(Available data begins)

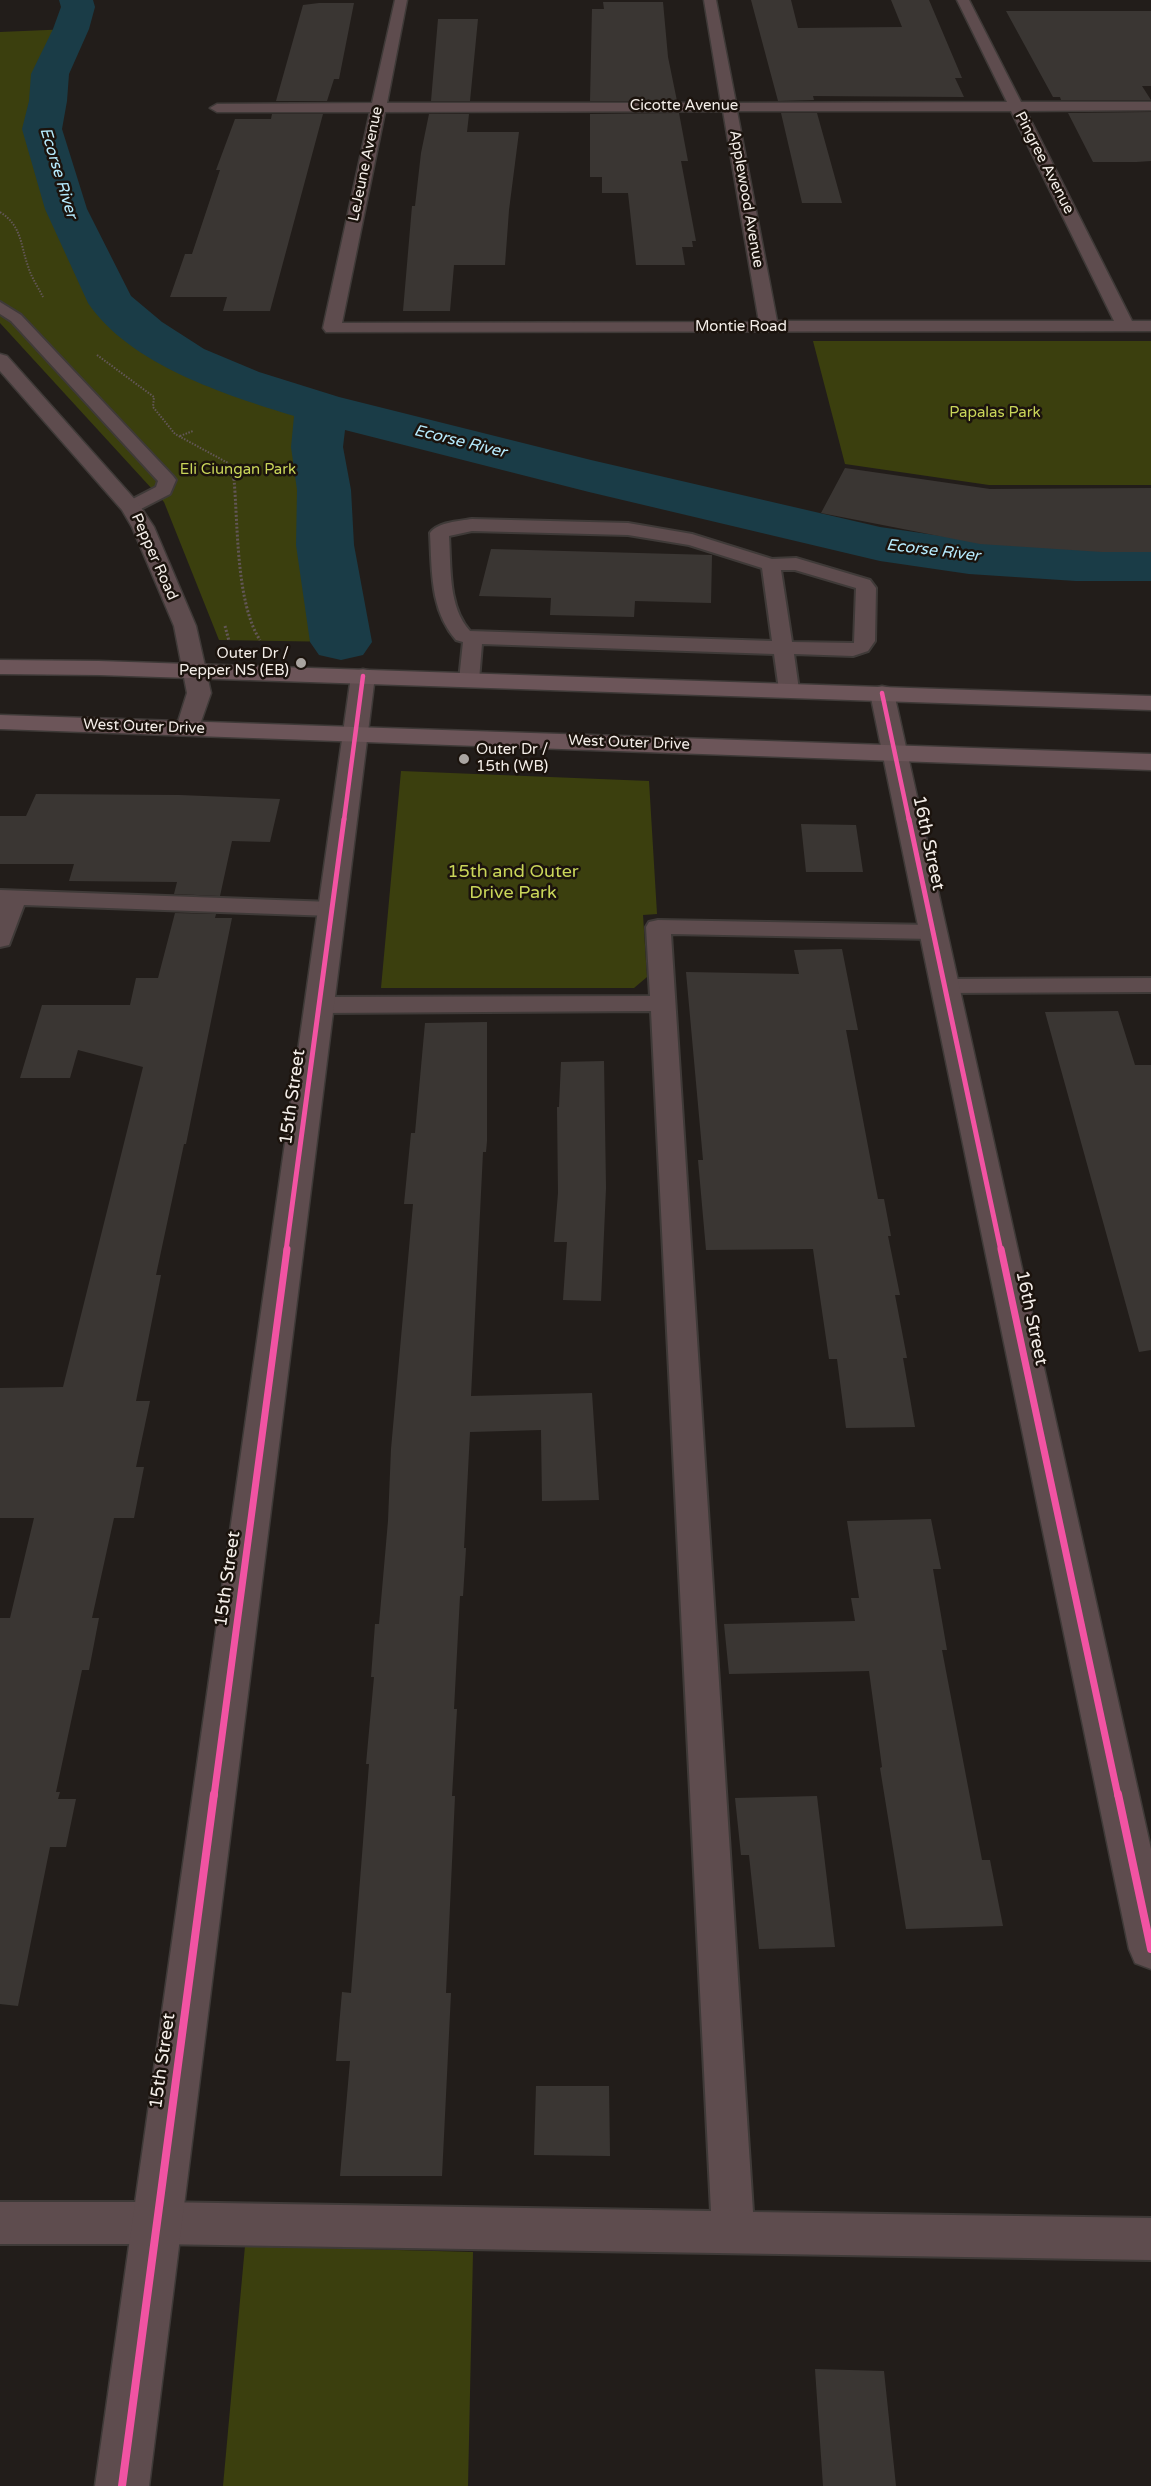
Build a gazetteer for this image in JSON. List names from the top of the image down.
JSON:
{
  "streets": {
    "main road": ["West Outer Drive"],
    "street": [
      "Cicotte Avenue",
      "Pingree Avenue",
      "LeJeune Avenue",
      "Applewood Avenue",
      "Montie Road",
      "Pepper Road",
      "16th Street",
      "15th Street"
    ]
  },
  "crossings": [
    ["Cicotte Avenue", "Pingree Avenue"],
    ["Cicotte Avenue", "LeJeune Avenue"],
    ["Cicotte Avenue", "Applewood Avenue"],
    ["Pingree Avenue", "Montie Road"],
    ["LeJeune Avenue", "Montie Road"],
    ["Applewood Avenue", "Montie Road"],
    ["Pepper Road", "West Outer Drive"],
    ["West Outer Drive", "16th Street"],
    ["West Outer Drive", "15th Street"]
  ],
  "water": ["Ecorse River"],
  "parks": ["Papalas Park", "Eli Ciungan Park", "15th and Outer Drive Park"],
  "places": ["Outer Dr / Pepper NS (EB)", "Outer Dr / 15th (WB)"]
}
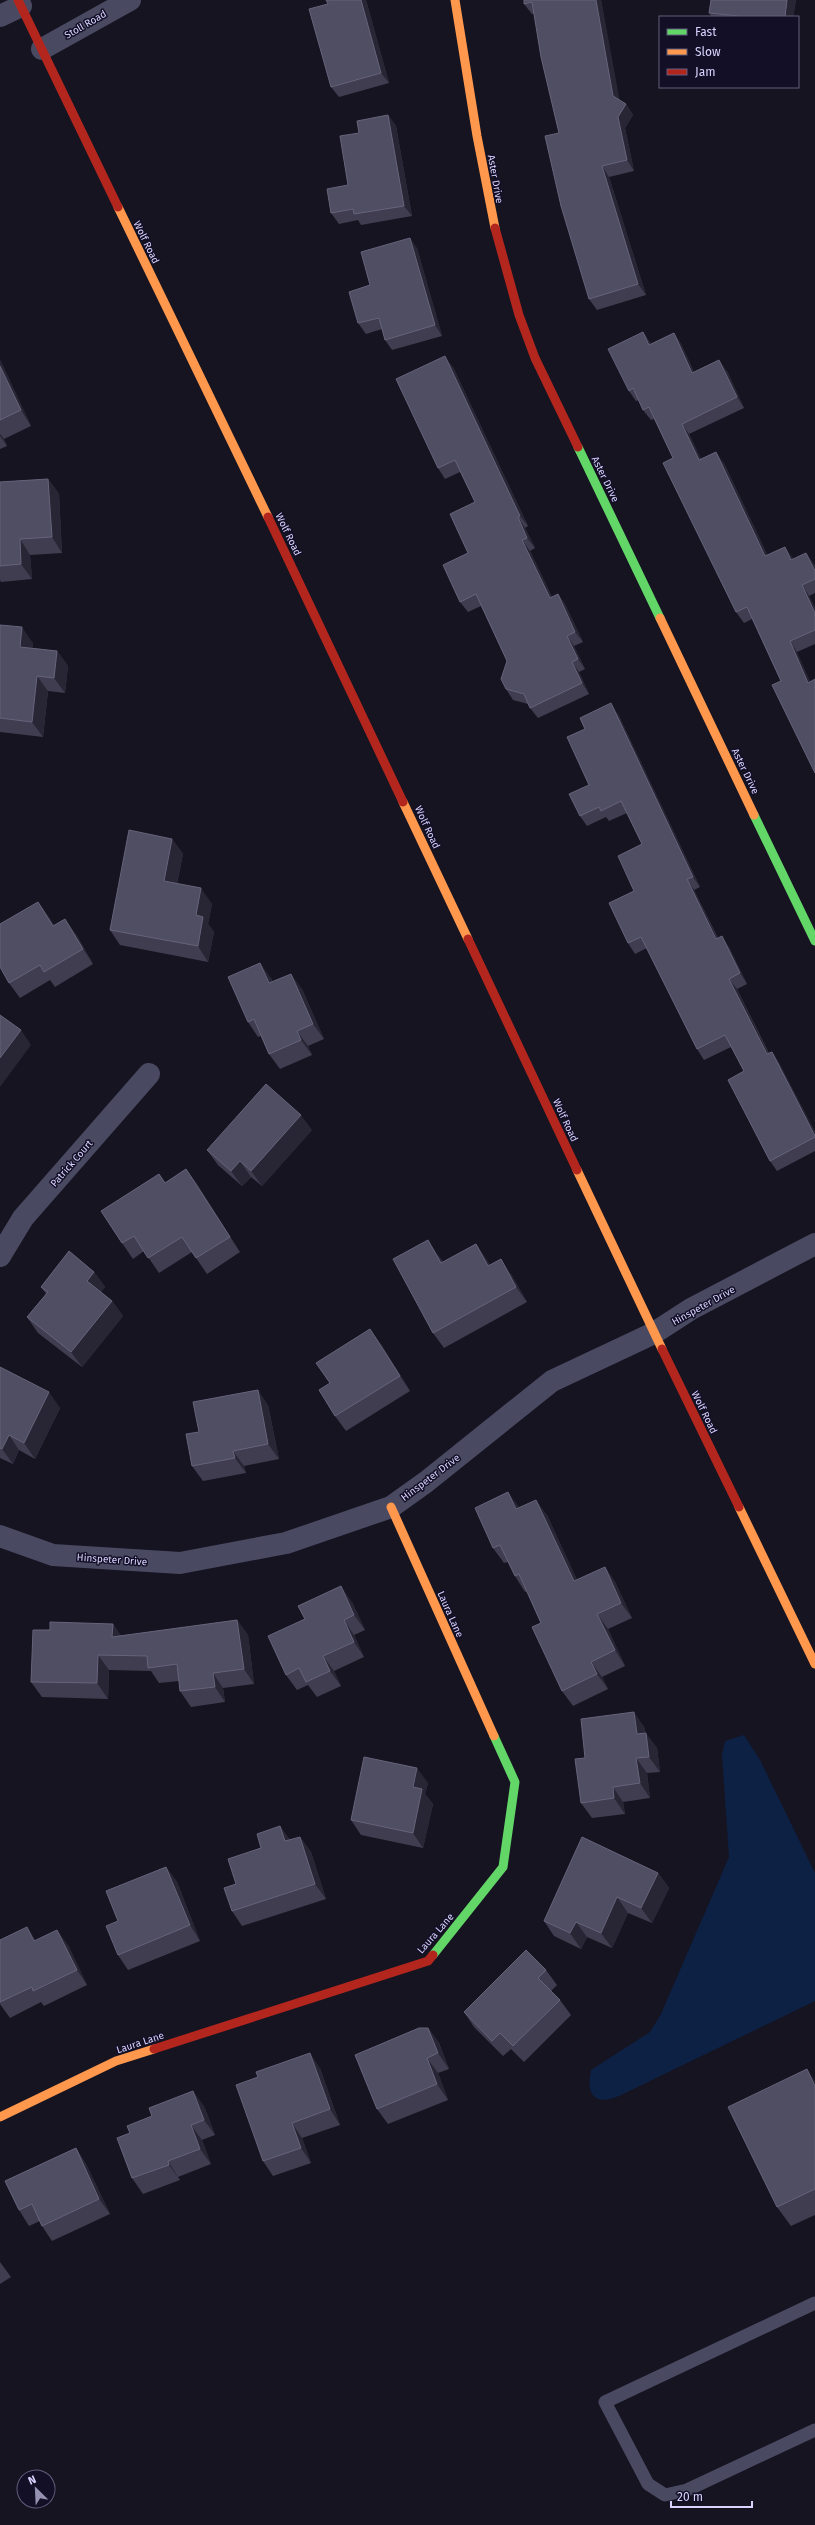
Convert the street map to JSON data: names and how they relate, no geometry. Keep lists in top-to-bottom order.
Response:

(Available data ends)

— Task goal —
Starting with the line that contains "Convert the street", restate every line through the end of the records above, exactly and with no other lines.

— Response to the exercise —
Convert the street map to JSON data: names and how they relate, no geometry. Keep lists in top-to-bottom order.
Response:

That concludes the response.